[WHAT YOU HAVE TO DO] When you copy the listing, reproduce each line as it appears and omit every image.

-- Opening Marker --

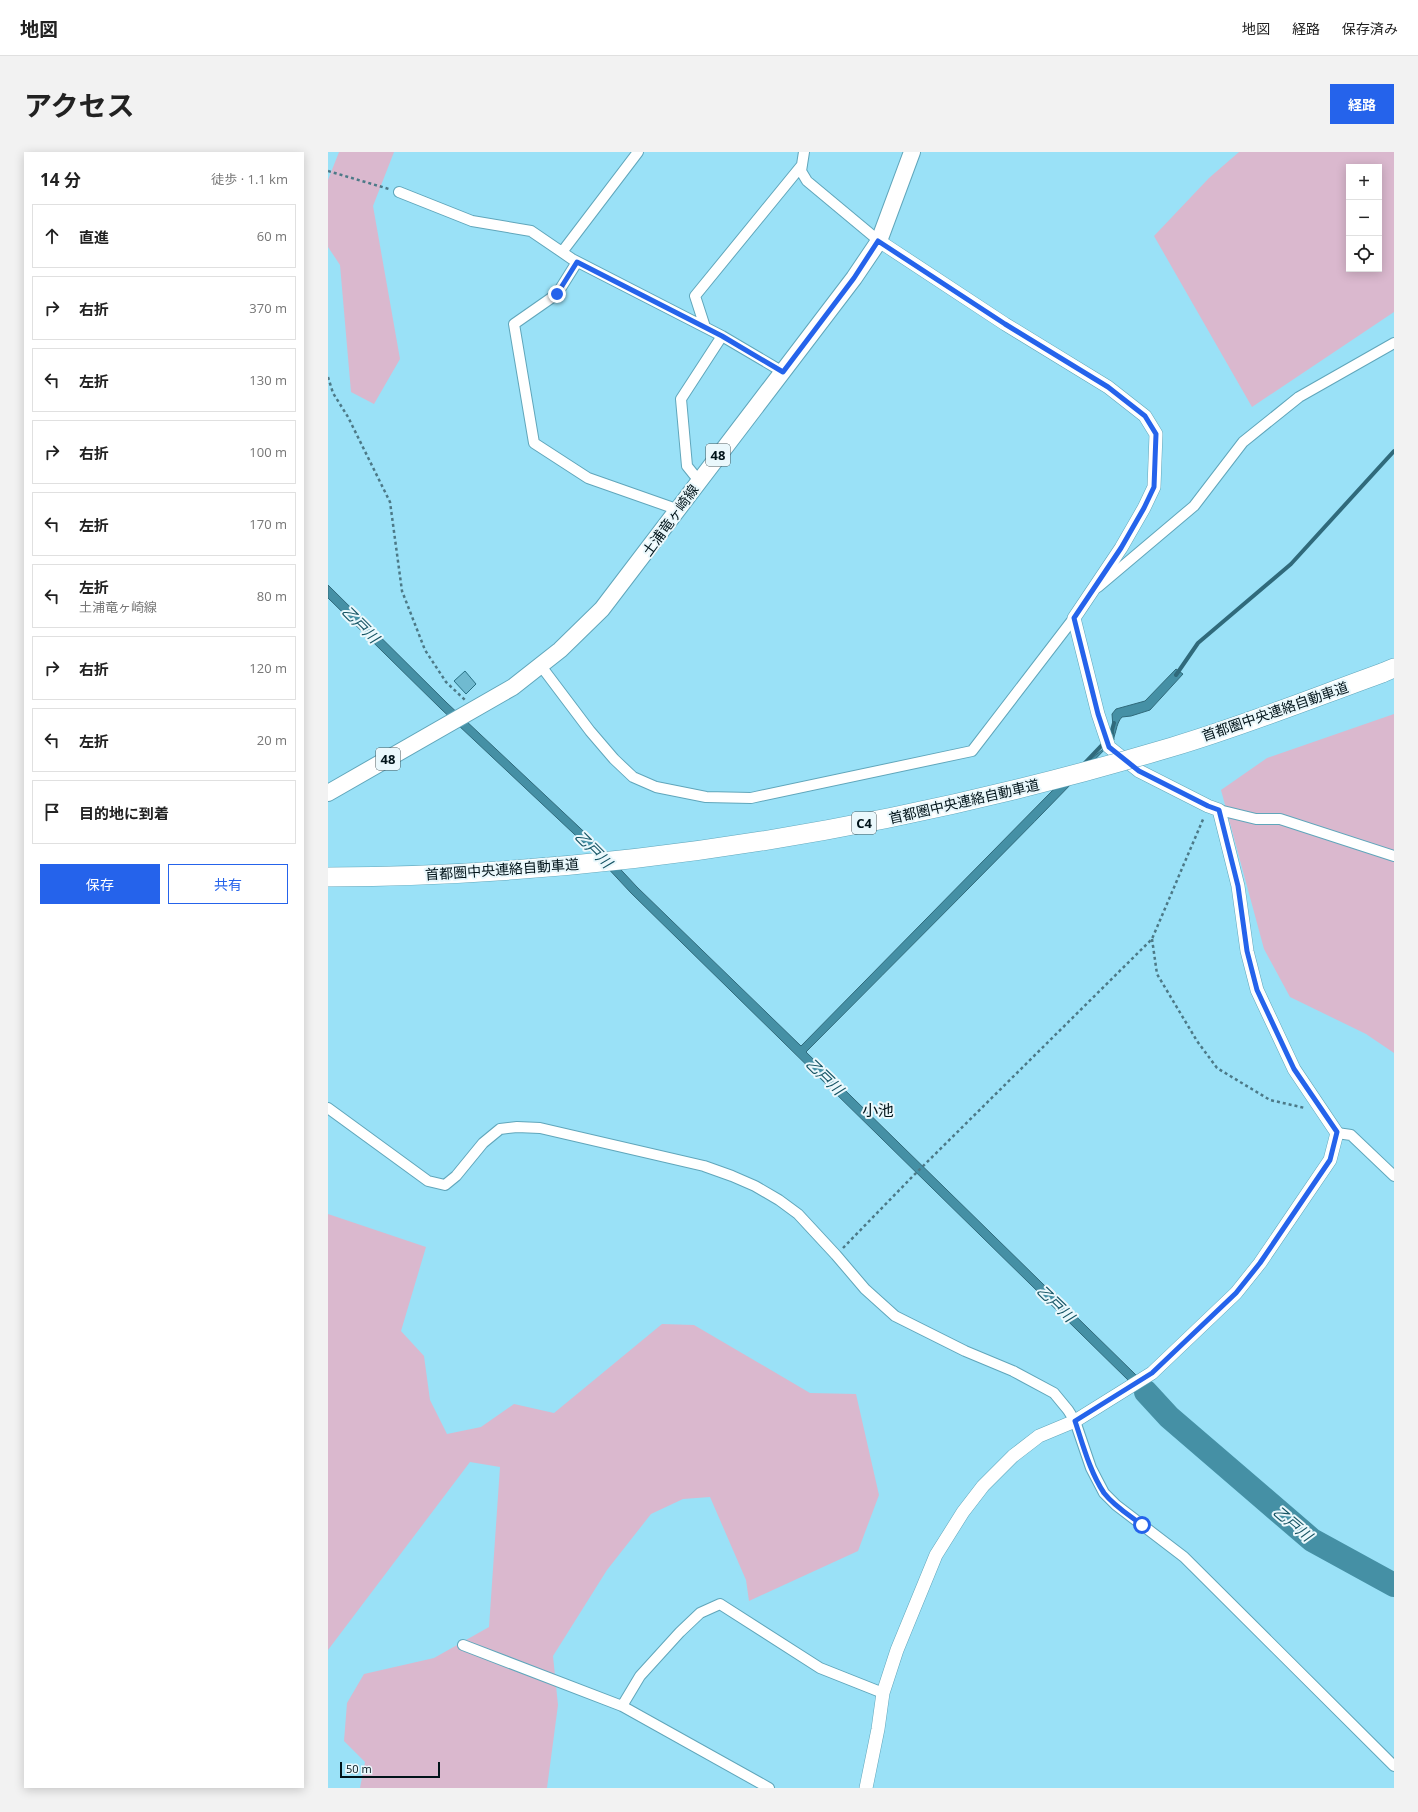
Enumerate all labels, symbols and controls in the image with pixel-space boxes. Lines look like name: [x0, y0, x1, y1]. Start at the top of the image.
text: 地図: [20, 16, 58, 42]
text: 地図: [1242, 19, 1270, 38]
text: 経路: [1292, 19, 1320, 38]
text: 保存済み: [1342, 19, 1398, 38]
button: 経路: [1330, 84, 1394, 124]
text: アクセス: [24, 86, 135, 124]
map controls: [1346, 164, 1382, 272]
button: +: [1346, 164, 1382, 200]
text: 14 分: [40, 168, 81, 191]
text: 徒歩 · 1.1 km: [211, 170, 288, 188]
button: −: [1346, 200, 1382, 236]
icon: ahead: [41, 225, 63, 247]
text: 直進: [79, 227, 109, 247]
text: 60 m: [257, 227, 287, 245]
button: locate: [1346, 236, 1382, 272]
route end: [548, 285, 566, 303]
icon: right: [41, 297, 63, 319]
text: 右折: [79, 299, 109, 319]
text: 370 m: [249, 299, 287, 317]
icon: left: [41, 369, 63, 391]
text: 左折: [79, 371, 109, 391]
text: 130 m: [249, 371, 287, 389]
icon: right: [41, 441, 63, 463]
text: 右折: [79, 443, 109, 463]
text: 100 m: [249, 443, 287, 461]
road number: 48: [706, 444, 730, 466]
street label: 土浦竜ヶ崎線: [638, 480, 702, 560]
icon: left: [41, 513, 63, 535]
text: 左折: [79, 515, 109, 535]
text: 170 m: [249, 515, 287, 533]
text: 左折: [79, 577, 109, 597]
icon: left: [41, 585, 63, 607]
text: 80 m: [257, 587, 287, 605]
text: 土浦竜ヶ崎線: [79, 598, 157, 616]
water label: 乙戸川: [338, 601, 385, 648]
icon: right: [41, 657, 63, 679]
text: 右折: [79, 659, 109, 679]
text: 120 m: [249, 659, 287, 677]
street label: 首都圏中央連絡自動車道: [1199, 677, 1351, 745]
icon: left: [41, 729, 63, 751]
text: 左折: [79, 731, 109, 751]
text: 20 m: [257, 731, 287, 749]
road number: 48: [376, 748, 400, 770]
street label: 首都圏中央連絡自動車道: [887, 774, 1041, 828]
icon: arrive: [41, 801, 63, 823]
text: 目的地に到着: [79, 803, 169, 823]
road number: C4: [852, 812, 876, 834]
water label: 乙戸川: [571, 826, 618, 873]
street label: 首都圏中央連絡自動車道: [425, 854, 579, 884]
button: 保存: [40, 864, 160, 904]
button: 共有: [168, 864, 288, 904]
water label: 乙戸川: [802, 1053, 850, 1100]
district label: 小池: [862, 1099, 894, 1121]
water label: 乙戸川: [1033, 1280, 1081, 1327]
water label: 乙戸川: [1269, 1501, 1318, 1546]
route start: [1133, 1516, 1151, 1534]
scale bar: [340, 1760, 440, 1779]
text: 50 m: [346, 1761, 372, 1776]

-- Closing Marker --

[EXPECTED ANSWER]
Enumerate all labels, symbols and controls in the image with pixel-space boxes. Lines look like name: [x0, y0, x1, y1]. Start at the top of the image.
text: 地図: [20, 16, 58, 42]
text: 地図: [1242, 19, 1270, 38]
text: 経路: [1292, 19, 1320, 38]
text: 保存済み: [1342, 19, 1398, 38]
button: 経路: [1330, 84, 1394, 124]
text: アクセス: [24, 86, 135, 124]
map controls: [1346, 164, 1382, 272]
button: +: [1346, 164, 1382, 200]
text: 14 分: [40, 168, 81, 191]
text: 徒歩 · 1.1 km: [211, 170, 288, 188]
button: −: [1346, 200, 1382, 236]
icon: ahead: [41, 225, 63, 247]
text: 直進: [79, 227, 109, 247]
text: 60 m: [257, 227, 287, 245]
button: locate: [1346, 236, 1382, 272]
route end: [548, 285, 566, 303]
icon: right: [41, 297, 63, 319]
text: 右折: [79, 299, 109, 319]
text: 370 m: [249, 299, 287, 317]
icon: left: [41, 369, 63, 391]
text: 左折: [79, 371, 109, 391]
text: 130 m: [249, 371, 287, 389]
icon: right: [41, 441, 63, 463]
text: 右折: [79, 443, 109, 463]
text: 100 m: [249, 443, 287, 461]
road number: 48: [706, 444, 730, 466]
street label: 土浦竜ヶ崎線: [638, 480, 702, 560]
icon: left: [41, 513, 63, 535]
text: 左折: [79, 515, 109, 535]
text: 170 m: [249, 515, 287, 533]
text: 左折: [79, 577, 109, 597]
icon: left: [41, 585, 63, 607]
text: 80 m: [257, 587, 287, 605]
text: 土浦竜ヶ崎線: [79, 598, 157, 616]
water label: 乙戸川: [338, 601, 385, 648]
icon: right: [41, 657, 63, 679]
text: 右折: [79, 659, 109, 679]
text: 120 m: [249, 659, 287, 677]
street label: 首都圏中央連絡自動車道: [1199, 677, 1351, 745]
icon: left: [41, 729, 63, 751]
text: 左折: [79, 731, 109, 751]
text: 20 m: [257, 731, 287, 749]
road number: 48: [376, 748, 400, 770]
street label: 首都圏中央連絡自動車道: [887, 774, 1041, 828]
icon: arrive: [41, 801, 63, 823]
text: 目的地に到着: [79, 803, 169, 823]
road number: C4: [852, 812, 876, 834]
water label: 乙戸川: [571, 826, 618, 873]
street label: 首都圏中央連絡自動車道: [425, 854, 579, 884]
button: 保存: [40, 864, 160, 904]
button: 共有: [168, 864, 288, 904]
water label: 乙戸川: [802, 1053, 850, 1100]
district label: 小池: [862, 1099, 894, 1121]
water label: 乙戸川: [1033, 1280, 1081, 1327]
water label: 乙戸川: [1269, 1501, 1318, 1546]
route start: [1133, 1516, 1151, 1534]
scale bar: [340, 1760, 440, 1779]
text: 50 m: [346, 1761, 372, 1776]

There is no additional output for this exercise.